Retroactive Robots Exclusion at the Wayback Machine
I recently discovered exactly how the Wayback Machine deals with changes to robots.txt.
First, some background. I have a weblog I’ve been running since 2002, switching from B2 to WordPress and changing the permalink structure twice (with appropriate HTTP redirects each time) as nicer structures became available. Unfortunately, some spiders kept hitting the old URLs over and over again, despite the fact that they forwarded with a 301 permanent redirect to the new locations. So, foolishly, I added the old links to robots.txt to get the spiders to stop.

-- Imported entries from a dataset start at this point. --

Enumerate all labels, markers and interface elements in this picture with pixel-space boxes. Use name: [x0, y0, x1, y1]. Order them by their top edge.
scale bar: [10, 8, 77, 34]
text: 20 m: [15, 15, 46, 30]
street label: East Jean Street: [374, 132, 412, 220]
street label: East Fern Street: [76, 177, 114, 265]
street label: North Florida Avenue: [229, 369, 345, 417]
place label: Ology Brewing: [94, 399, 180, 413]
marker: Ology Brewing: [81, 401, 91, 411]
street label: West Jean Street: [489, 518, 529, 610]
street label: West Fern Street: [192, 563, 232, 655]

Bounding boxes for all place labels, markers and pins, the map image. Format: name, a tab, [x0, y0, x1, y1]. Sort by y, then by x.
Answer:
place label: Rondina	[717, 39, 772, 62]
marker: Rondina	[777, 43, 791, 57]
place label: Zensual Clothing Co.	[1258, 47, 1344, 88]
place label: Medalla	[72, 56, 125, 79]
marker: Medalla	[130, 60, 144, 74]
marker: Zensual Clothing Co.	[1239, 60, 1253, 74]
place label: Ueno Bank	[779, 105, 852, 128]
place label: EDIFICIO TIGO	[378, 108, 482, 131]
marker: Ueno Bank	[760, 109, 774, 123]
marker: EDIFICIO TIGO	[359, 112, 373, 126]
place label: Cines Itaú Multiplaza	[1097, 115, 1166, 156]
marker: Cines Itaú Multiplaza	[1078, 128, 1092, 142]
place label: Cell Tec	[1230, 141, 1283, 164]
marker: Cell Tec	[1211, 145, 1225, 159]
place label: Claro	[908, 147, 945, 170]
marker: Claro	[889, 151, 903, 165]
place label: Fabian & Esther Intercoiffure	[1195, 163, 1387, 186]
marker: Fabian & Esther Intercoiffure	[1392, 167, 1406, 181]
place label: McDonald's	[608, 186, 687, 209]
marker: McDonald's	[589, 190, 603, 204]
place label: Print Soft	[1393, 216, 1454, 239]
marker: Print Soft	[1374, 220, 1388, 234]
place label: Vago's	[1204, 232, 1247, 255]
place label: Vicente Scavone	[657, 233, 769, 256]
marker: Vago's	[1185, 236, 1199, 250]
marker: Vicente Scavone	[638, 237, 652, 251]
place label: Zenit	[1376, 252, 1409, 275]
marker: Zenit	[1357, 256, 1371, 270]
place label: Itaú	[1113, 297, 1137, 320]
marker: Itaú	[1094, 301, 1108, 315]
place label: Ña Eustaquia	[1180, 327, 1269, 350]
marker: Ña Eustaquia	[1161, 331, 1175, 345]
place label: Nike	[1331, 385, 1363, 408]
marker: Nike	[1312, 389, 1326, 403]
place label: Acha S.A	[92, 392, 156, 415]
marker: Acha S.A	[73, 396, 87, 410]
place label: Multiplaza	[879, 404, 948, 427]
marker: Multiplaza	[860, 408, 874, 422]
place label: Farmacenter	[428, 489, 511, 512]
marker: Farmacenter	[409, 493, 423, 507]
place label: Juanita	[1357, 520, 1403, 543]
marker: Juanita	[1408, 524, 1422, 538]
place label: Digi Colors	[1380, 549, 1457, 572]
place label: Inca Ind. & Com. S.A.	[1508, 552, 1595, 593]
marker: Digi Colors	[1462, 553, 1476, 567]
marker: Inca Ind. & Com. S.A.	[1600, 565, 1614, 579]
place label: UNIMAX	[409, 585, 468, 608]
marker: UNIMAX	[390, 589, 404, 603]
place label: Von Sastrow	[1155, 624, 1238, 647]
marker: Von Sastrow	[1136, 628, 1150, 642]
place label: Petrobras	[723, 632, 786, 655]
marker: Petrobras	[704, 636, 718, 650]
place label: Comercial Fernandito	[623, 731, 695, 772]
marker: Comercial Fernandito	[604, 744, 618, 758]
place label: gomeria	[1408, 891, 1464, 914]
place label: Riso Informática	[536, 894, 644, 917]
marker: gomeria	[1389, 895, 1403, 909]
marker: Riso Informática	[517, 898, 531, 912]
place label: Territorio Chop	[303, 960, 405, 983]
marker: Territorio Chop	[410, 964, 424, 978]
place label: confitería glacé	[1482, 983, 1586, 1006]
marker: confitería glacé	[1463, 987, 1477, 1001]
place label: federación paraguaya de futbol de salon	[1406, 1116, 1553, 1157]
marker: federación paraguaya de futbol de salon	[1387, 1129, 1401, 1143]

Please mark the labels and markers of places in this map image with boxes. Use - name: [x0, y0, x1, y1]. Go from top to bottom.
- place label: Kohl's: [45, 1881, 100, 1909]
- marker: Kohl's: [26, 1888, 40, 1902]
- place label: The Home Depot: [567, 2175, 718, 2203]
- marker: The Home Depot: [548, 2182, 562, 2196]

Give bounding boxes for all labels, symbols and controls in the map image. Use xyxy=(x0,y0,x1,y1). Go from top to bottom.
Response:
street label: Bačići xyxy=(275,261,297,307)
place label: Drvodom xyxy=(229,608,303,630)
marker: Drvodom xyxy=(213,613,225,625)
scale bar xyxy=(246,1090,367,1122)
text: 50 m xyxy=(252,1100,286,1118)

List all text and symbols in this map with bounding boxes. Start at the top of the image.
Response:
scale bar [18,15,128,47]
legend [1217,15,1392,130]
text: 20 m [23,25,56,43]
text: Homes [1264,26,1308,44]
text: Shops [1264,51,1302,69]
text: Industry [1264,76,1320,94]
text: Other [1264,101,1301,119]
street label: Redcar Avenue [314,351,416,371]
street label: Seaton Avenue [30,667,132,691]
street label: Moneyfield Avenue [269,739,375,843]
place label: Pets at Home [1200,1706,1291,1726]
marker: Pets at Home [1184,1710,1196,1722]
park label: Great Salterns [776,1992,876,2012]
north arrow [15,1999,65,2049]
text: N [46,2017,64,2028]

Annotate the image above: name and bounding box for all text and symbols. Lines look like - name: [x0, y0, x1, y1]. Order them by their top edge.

Flash forward to earlier this week. I’ve made a post on Slashdot, which reminds me of a review I did of Might and Magic IX nearly four years ago. I head to my blog, pull up the post… and to my horror, discover that it’s missing half a sentence at the beginning of a paragraph and I don’t remember the sense of what I originally wrote!
My backups are too recent (ironic, that), so I hit the Wayback Machine. They only have the post going back to 2004, which is still missing the chunk of text. Then I remember that the link structure was different, so I try hitting the oldest archived copies of the main page, and I’m able to pull up the summary with a link to the original location. I click on it… and I see:
Excluded by robots.txt (or words to that effect).
Now this is a page that was not blocked at the time that ia_archiver spidered it, but that was later blocked. The Wayback machine retroactively blocked access to the page based on the robots.txt content. I searched through the documentation and couldn’t determine whether the data had actually been removed or just blocked, so I decided to alter my site’s robots.txt file, fire off a request for clarification, and see what happened.
As it turns out, several days later, they unblocked the file, and I was able to restore the missing text.
In summary, the Wayback Machine will block end-users from accessing anything that is in your current robots.txt file. If you remove the restriction from your robots.txt, it will re-enable access, but only if it had archived the page in the first place.